Controller hangs perpetually if a Slurm worker is killed via OOM

multimeric commented 1 year ago

Prework

[x] Read and agree to the Contributor Code of Conduct and contributing guidelines.
[x] Confirm that your issue is a genuine bug in the crew.cluster package itself and not a user error, known limitation, or issue from another package that crew.cluster depends on.
[x] If there is already a relevant issue, whether open or closed, comment on the existing thread instead of posting a new issue.
[x] Post a minimal reproducible example like this one so the maintainer can troubleshoot the problems you identify.

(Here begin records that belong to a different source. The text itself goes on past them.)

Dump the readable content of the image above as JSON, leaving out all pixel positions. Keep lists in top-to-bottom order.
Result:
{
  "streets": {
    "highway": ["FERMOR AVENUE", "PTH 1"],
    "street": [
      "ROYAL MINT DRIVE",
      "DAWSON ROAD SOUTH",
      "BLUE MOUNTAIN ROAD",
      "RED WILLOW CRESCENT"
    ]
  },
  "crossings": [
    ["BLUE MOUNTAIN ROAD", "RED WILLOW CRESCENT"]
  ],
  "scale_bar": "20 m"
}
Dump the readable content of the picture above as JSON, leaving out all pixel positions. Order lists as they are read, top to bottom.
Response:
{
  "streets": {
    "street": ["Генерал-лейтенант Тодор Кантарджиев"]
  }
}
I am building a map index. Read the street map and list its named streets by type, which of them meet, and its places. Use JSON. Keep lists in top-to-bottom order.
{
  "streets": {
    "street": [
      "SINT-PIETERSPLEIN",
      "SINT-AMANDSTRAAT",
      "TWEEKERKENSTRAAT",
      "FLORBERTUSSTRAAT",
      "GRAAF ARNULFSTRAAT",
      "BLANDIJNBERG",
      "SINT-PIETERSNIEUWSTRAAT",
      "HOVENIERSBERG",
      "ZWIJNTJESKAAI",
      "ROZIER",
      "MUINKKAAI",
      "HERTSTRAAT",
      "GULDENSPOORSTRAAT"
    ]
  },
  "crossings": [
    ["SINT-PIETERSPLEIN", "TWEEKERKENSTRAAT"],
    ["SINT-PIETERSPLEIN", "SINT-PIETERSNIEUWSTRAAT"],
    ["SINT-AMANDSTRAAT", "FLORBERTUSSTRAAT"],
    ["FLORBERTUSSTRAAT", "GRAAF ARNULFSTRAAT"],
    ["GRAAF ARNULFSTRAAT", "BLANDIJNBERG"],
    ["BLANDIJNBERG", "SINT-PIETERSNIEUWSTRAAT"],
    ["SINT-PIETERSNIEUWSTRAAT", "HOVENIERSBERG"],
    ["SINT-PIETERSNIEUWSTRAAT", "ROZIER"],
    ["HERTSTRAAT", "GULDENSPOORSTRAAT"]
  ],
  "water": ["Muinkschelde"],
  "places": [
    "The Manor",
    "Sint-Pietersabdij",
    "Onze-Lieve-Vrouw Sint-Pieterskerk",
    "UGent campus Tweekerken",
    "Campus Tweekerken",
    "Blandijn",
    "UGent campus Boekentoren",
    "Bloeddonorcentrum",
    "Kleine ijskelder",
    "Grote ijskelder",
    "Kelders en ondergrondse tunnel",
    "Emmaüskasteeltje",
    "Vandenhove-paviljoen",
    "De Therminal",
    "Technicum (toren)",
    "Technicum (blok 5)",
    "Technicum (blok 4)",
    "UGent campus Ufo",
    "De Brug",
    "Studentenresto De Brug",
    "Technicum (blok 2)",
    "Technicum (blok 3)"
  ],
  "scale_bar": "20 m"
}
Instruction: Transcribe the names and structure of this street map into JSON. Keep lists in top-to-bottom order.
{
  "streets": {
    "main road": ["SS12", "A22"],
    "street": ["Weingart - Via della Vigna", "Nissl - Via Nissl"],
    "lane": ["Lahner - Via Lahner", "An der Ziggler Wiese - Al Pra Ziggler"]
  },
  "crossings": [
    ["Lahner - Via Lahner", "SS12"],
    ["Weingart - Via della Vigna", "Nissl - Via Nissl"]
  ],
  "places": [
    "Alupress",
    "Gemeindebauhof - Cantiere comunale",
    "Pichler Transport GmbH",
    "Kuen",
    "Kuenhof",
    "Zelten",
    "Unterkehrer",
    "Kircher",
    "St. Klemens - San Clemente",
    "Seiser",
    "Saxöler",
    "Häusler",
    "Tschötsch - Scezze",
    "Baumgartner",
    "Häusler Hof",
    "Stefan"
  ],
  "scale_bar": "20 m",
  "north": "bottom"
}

A reproducible example is:
- [x] Runnable: post enough R code and data so any onlooker can create the error on their own computer.
- [x] Minimal: reduce runtime wherever possible and remove complicated details that are irrelevant to the issue at hand.
- [x] Readable: format your code according to the tidyverse style guide.

Description

When you submit a task to the Slurm controller which uses greater memory than allocated by Slurm, the Slurm job itself will fail with OOM, but the controller just hangs forever instead of reporting this fatal error.

Reproducible example

The following will run forever:

library(crew.cluster)
controller = crew_controller_slurm(
    workers = 3,
    script_lines = "module load R",
    slurm_memory_gigabytes_per_cpu = 1,
    slurm_cpus_per_task = 1
  )
controller$start()
controller$push(name = "foo", command = rnorm(10E9))
controller$wait()

Expected result

In the above case, I expect the worker to be submitted, and the command to be attempted, as it currently does. However at the point of the worker being killed, I would expect crew (mirai?) to detect this, and report it as a pipeline failure.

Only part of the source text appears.